■ Records to use:
::::

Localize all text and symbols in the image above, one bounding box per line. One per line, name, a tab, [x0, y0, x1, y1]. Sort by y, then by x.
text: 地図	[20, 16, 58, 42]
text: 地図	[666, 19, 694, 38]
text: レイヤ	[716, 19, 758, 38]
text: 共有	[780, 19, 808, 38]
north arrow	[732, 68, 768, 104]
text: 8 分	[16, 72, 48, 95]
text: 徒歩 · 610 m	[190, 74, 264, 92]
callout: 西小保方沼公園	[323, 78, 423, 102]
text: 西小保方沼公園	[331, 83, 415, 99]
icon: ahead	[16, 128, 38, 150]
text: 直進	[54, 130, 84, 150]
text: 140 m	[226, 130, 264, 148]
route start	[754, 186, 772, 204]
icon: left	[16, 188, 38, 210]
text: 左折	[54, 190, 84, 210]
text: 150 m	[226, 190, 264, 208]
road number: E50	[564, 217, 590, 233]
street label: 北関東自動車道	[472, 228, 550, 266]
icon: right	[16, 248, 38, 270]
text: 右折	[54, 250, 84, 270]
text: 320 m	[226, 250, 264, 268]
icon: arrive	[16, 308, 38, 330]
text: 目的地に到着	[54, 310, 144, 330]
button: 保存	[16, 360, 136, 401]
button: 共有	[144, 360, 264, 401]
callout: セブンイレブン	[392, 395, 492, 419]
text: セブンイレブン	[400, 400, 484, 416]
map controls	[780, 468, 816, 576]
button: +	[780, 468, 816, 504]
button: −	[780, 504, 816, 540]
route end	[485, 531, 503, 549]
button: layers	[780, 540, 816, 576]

::::

■ Requirement: Every line of the listing that includes the word "西小保方沼公園" must be copied.

■ Response area:
callout: 西小保方沼公園	[323, 78, 423, 102]
text: 西小保方沼公園	[331, 83, 415, 99]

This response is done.